## Available data
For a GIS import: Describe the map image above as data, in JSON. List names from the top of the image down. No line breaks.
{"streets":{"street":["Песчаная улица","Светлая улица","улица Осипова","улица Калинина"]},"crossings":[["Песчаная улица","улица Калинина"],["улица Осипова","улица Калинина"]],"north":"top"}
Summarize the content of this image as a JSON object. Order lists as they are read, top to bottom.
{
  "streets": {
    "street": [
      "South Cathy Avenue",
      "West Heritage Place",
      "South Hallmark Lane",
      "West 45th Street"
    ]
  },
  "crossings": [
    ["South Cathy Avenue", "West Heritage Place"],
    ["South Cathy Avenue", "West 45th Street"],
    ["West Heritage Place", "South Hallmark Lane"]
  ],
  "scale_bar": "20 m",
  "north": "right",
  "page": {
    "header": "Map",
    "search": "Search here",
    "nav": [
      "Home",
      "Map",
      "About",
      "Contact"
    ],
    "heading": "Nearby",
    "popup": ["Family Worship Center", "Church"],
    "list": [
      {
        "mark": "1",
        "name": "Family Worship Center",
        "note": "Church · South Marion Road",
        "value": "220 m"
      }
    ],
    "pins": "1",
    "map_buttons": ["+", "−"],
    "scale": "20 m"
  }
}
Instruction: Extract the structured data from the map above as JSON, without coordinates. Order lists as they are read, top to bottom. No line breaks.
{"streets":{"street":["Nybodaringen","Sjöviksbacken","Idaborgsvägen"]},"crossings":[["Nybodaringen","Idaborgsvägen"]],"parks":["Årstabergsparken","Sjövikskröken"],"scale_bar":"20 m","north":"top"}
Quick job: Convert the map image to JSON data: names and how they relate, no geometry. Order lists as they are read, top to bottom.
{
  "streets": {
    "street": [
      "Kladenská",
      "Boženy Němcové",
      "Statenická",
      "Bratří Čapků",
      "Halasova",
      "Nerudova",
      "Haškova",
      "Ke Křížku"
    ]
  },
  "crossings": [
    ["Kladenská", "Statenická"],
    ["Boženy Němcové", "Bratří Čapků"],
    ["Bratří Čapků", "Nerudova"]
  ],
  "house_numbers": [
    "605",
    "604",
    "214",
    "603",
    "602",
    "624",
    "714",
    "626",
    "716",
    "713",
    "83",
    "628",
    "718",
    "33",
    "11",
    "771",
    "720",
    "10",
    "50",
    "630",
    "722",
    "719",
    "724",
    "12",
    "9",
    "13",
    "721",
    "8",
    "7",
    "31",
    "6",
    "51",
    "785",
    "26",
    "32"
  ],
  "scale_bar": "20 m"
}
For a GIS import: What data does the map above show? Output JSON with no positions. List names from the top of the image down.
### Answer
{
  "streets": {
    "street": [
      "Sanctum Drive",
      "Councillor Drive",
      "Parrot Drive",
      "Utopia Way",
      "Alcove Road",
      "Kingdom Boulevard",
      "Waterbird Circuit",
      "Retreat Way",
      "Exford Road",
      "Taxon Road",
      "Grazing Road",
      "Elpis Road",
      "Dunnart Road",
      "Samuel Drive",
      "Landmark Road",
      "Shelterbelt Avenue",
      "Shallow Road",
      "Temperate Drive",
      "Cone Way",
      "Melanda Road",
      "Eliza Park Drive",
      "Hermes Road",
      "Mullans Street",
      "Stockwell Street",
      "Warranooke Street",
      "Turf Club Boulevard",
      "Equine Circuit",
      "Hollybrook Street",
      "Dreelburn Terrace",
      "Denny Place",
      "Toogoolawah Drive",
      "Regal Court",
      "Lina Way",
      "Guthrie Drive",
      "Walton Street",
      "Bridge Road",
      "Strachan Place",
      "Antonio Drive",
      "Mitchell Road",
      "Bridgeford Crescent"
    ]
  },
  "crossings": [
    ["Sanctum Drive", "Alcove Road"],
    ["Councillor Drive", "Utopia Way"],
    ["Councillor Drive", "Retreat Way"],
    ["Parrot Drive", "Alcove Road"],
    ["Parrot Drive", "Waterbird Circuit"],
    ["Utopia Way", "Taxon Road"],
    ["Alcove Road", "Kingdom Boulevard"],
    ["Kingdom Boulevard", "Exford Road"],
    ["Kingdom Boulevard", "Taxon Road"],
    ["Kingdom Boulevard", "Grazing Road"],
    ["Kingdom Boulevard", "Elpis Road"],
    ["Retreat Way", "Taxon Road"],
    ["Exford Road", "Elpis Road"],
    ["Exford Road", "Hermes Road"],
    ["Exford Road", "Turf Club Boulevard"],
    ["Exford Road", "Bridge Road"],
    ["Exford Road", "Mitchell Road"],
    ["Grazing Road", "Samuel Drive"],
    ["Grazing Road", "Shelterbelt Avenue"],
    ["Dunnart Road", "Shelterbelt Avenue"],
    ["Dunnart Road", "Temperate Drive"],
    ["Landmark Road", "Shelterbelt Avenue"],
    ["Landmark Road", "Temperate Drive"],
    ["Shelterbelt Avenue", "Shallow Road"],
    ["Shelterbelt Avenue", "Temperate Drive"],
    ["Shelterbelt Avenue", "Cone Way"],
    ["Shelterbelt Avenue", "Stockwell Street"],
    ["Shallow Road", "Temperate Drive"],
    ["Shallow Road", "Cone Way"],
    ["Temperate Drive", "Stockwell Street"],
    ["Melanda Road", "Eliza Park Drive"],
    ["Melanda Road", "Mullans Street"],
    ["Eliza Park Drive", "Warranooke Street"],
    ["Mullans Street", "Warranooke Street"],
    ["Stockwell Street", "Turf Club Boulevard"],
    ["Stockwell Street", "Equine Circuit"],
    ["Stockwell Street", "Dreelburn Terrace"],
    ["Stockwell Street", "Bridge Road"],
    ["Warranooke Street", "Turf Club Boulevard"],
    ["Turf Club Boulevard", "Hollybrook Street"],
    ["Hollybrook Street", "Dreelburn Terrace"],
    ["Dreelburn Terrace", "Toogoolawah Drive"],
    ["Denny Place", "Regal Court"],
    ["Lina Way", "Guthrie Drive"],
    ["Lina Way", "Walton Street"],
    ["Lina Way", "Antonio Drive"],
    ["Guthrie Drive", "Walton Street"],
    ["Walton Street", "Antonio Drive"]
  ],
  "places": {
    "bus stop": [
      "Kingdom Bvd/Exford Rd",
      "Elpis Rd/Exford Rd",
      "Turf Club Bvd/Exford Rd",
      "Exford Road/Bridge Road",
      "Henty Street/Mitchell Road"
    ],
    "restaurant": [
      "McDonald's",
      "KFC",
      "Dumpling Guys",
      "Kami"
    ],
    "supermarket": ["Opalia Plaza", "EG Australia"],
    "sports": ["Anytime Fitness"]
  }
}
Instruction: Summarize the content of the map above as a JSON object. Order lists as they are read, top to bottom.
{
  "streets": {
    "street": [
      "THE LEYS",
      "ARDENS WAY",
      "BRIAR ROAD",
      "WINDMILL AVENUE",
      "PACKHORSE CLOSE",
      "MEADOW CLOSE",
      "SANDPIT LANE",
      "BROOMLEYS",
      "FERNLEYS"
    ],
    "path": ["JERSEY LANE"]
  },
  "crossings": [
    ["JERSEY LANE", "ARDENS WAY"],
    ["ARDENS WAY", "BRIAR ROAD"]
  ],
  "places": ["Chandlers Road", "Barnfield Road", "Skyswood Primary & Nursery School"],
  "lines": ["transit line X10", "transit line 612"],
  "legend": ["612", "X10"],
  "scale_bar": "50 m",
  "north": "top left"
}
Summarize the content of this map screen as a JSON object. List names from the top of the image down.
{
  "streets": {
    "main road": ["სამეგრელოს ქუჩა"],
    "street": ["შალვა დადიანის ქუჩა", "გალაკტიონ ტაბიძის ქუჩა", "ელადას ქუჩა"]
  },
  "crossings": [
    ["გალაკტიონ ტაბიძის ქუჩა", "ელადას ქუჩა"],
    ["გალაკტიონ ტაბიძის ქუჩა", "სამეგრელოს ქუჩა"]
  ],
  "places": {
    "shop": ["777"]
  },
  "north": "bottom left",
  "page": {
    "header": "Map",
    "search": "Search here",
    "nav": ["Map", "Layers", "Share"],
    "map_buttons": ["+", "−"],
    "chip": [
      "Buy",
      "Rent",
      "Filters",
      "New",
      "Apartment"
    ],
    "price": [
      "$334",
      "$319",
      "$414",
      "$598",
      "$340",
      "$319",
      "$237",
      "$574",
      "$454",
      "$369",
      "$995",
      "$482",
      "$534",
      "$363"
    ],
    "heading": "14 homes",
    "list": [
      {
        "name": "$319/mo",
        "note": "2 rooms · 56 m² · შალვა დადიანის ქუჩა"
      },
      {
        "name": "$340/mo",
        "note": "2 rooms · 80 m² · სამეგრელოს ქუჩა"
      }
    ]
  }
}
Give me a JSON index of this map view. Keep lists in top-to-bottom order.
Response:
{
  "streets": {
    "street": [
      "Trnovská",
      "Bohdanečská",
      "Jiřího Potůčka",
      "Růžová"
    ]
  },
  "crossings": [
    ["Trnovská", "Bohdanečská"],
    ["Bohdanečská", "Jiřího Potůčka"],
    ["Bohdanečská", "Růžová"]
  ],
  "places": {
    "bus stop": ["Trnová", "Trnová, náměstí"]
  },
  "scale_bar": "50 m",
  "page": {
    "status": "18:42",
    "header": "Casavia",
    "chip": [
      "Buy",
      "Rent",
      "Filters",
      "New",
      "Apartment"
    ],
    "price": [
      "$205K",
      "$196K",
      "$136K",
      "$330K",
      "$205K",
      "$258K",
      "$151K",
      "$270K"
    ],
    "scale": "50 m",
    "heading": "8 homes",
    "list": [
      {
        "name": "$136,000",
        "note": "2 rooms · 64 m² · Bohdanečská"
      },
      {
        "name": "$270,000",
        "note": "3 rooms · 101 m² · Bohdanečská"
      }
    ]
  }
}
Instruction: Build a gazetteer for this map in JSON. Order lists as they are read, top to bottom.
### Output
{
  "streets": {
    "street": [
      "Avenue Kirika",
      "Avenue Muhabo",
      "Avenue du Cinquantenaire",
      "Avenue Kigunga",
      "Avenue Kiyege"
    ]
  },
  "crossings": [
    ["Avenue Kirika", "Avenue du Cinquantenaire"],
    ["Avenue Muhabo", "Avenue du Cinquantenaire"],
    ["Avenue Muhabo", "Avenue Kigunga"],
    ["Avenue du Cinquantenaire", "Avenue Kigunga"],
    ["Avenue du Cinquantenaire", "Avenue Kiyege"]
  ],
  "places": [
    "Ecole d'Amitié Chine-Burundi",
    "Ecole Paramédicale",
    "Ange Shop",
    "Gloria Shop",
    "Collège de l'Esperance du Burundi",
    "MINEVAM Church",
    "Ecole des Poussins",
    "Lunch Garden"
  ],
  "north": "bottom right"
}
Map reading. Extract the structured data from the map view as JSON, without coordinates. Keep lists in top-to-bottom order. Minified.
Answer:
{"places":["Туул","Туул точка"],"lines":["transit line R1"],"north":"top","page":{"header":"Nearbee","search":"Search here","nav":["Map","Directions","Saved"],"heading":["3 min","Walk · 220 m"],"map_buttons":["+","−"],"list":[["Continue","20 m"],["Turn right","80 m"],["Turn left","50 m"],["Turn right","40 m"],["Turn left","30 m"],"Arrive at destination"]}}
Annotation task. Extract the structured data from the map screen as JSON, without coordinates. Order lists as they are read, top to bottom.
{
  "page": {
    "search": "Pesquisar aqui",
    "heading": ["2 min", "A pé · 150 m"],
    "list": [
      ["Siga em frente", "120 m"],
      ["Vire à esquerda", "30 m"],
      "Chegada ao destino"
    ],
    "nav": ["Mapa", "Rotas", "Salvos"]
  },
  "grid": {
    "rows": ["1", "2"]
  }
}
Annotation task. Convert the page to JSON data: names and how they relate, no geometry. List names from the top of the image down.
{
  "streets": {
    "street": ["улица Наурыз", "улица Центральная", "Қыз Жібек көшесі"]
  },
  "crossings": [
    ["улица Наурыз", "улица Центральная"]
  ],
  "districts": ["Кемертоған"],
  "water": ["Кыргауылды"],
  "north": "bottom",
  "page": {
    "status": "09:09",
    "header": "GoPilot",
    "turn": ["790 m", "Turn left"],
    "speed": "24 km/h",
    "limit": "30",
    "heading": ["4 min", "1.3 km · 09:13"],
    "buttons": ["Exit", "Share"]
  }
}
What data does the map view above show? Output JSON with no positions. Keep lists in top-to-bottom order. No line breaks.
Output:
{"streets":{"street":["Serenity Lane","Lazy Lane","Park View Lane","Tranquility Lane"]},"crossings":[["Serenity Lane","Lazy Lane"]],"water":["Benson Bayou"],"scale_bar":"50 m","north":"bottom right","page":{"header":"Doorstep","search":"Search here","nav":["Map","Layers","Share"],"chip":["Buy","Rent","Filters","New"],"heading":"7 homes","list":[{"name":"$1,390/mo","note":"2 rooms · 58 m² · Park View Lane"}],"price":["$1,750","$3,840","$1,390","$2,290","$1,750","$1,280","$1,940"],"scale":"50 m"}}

## Goal of the exercise
Report how many lines in the listing above contain the string "header", giving the number alone.

## Task solution
6